Problem details:
Make your reply a word-for-word repeat of the records.

▽

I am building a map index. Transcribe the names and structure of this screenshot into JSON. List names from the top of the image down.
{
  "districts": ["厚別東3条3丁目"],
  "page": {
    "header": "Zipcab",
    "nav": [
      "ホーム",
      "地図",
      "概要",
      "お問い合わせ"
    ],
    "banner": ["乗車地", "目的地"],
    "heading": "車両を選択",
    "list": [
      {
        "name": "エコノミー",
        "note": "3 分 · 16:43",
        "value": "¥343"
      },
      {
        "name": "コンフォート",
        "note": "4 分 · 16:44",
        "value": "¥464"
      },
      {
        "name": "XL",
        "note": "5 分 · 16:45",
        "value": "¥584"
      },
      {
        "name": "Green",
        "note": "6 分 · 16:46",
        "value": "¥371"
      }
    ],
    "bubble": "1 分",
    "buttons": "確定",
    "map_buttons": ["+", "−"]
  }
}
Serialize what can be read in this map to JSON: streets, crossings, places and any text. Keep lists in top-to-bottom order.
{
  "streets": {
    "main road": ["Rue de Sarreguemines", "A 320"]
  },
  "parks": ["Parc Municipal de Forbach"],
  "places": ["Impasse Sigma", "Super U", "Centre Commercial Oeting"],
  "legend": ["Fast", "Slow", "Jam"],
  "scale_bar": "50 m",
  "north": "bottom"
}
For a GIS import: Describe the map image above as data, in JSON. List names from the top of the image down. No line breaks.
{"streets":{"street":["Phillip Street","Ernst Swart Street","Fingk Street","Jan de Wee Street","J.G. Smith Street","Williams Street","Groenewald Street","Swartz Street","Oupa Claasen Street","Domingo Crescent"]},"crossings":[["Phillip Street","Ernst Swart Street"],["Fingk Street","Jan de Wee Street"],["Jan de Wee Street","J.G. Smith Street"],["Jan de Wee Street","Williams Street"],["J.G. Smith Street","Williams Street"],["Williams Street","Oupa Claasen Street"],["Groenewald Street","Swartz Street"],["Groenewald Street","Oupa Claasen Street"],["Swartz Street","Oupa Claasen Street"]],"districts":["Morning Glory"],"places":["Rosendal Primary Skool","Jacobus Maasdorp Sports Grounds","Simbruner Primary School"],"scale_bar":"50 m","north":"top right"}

△

Written solution:
I am building a map index. Transcribe the names and structure of this screenshot into JSON. List names from the top of the image down.
{
  "districts": ["厚別東3条3丁目"],
  "page": {
    "header": "Zipcab",
    "nav": [
      "ホーム",
      "地図",
      "概要",
      "お問い合わせ"
    ],
    "banner": ["乗車地", "目的地"],
    "heading": "車両を選択",
    "list": [
      {
        "name": "エコノミー",
        "note": "3 分 · 16:43",
        "value": "¥343"
      },
      {
        "name": "コンフォート",
        "note": "4 分 · 16:44",
        "value": "¥464"
      },
      {
        "name": "XL",
        "note": "5 分 · 16:45",
        "value": "¥584"
      },
      {
        "name": "Green",
        "note": "6 分 · 16:46",
        "value": "¥371"
      }
    ],
    "bubble": "1 分",
    "buttons": "確定",
    "map_buttons": ["+", "−"]
  }
}
Serialize what can be read in this map to JSON: streets, crossings, places and any text. Keep lists in top-to-bottom order.
{
  "streets": {
    "main road": ["Rue de Sarreguemines", "A 320"]
  },
  "parks": ["Parc Municipal de Forbach"],
  "places": ["Impasse Sigma", "Super U", "Centre Commercial Oeting"],
  "legend": ["Fast", "Slow", "Jam"],
  "scale_bar": "50 m",
  "north": "bottom"
}
For a GIS import: Describe the map image above as data, in JSON. List names from the top of the image down. No line breaks.
{"streets":{"street":["Phillip Street","Ernst Swart Street","Fingk Street","Jan de Wee Street","J.G. Smith Street","Williams Street","Groenewald Street","Swartz Street","Oupa Claasen Street","Domingo Crescent"]},"crossings":[["Phillip Street","Ernst Swart Street"],["Fingk Street","Jan de Wee Street"],["Jan de Wee Street","J.G. Smith Street"],["Jan de Wee Street","Williams Street"],["J.G. Smith Street","Williams Street"],["Williams Street","Oupa Claasen Street"],["Groenewald Street","Swartz Street"],["Groenewald Street","Oupa Claasen Street"],["Swartz Street","Oupa Claasen Street"]],"districts":["Morning Glory"],"places":["Rosendal Primary Skool","Jacobus Maasdorp Sports Grounds","Simbruner Primary School"],"scale_bar":"50 m","north":"top right"}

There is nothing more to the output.